The biggest demonstrations since the 2011 revolt that ousted Hosni Mubarak amplified a crisis that led to two credit-rating cuts this year to Caa1, the fifth-lowest junk score at Moody’s Investors Service. Hundreds of thousands of protesters called on President Mohamed Mursi to resign on the first anniversary of his inauguration, while his supporters vowed to protect Egypt’s first democraticallyl chosen civilian leader.
“If you’re on the outside at the moment, the optimistic scenario is hard to paint convincingly,” Gabriel Sterne, a fixed-income economist at Exotix Holdings Ltd. in London, said by phone yesterday. “Investors are looking for urgent economic reforms and it doesn’t look like that’s going to get done amid these political divisions.”
The 2020 yield jumped 14 basis points yesterday, extending a 211 basis-point increase in June. That compares with an 84 basis point gain for Middle East sovereign debt on HSBC/Nasdaq Dubai indexes.
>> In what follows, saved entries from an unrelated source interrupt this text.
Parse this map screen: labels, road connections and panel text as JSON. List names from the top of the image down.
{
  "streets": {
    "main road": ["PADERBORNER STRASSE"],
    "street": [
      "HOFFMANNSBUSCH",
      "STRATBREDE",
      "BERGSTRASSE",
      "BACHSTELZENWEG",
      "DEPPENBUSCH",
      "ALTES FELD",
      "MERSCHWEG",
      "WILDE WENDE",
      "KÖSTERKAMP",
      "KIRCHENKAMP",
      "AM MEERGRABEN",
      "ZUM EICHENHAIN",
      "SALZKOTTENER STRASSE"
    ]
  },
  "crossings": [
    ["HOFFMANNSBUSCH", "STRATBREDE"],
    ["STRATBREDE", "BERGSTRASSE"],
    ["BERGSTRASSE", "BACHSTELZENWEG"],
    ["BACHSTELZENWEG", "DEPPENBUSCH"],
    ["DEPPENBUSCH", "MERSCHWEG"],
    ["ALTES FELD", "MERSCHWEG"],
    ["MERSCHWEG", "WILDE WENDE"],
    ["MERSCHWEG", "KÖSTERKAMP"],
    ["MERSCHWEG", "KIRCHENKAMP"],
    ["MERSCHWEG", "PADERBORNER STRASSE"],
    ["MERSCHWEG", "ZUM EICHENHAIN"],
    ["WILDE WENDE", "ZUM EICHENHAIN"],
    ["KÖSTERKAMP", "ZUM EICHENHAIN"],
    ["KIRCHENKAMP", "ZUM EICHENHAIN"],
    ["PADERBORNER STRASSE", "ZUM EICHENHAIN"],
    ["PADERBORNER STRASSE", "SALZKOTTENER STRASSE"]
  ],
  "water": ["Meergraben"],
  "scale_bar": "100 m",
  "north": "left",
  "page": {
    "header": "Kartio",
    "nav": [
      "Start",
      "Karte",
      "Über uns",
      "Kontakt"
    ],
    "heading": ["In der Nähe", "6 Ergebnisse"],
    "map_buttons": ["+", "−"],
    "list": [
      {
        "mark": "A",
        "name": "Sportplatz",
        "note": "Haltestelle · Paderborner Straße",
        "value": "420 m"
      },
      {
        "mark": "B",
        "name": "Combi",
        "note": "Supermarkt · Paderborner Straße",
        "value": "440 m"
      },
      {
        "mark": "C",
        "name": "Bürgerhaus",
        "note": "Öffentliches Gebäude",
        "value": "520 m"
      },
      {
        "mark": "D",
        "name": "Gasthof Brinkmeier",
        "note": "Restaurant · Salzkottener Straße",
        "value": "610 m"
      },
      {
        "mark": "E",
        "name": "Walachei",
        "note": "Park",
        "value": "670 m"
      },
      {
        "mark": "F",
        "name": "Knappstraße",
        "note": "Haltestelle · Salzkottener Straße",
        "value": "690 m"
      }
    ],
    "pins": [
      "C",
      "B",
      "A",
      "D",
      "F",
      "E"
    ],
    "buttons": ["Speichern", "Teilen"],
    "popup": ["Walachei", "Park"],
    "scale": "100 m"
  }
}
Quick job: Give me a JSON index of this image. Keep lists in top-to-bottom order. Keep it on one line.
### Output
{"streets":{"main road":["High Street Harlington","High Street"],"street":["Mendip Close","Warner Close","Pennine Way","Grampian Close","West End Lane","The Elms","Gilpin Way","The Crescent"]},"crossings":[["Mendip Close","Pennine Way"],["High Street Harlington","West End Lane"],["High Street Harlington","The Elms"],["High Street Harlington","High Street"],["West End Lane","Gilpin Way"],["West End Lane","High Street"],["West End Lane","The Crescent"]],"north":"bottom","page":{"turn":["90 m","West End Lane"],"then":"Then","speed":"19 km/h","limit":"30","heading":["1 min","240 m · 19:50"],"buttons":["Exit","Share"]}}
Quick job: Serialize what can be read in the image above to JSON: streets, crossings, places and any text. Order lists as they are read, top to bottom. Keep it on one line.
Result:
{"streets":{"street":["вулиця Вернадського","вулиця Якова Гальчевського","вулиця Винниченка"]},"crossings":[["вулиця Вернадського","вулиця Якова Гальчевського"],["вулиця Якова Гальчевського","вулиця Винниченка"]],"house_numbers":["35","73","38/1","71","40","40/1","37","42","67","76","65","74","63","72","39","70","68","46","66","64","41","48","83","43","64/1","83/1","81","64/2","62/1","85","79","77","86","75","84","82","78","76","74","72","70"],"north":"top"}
Financing pressures are pronounced as the country has about
1.4 trillion pounds ($199 billion) of domestic debt and another $39 billion of external debt outstanding, according to Finance Ministry data. Combined, the liabilities represent about 94 percent of economic output. The nation’s default risk soared 261 basis points last month, according to data provider CMA, before trading at a record 901 today.
Last month’s advance was four times bigger than that on Middle East contracts, which rose by an average 64 basis points to 331 on June 28, according to CMA, which is owned by McGraw-Hill Cos. and compiles prices quoted by dealers in the privately negotiated market. The surge took Egypt’s five-year credit default swaps above those of similarly rated Pakistan.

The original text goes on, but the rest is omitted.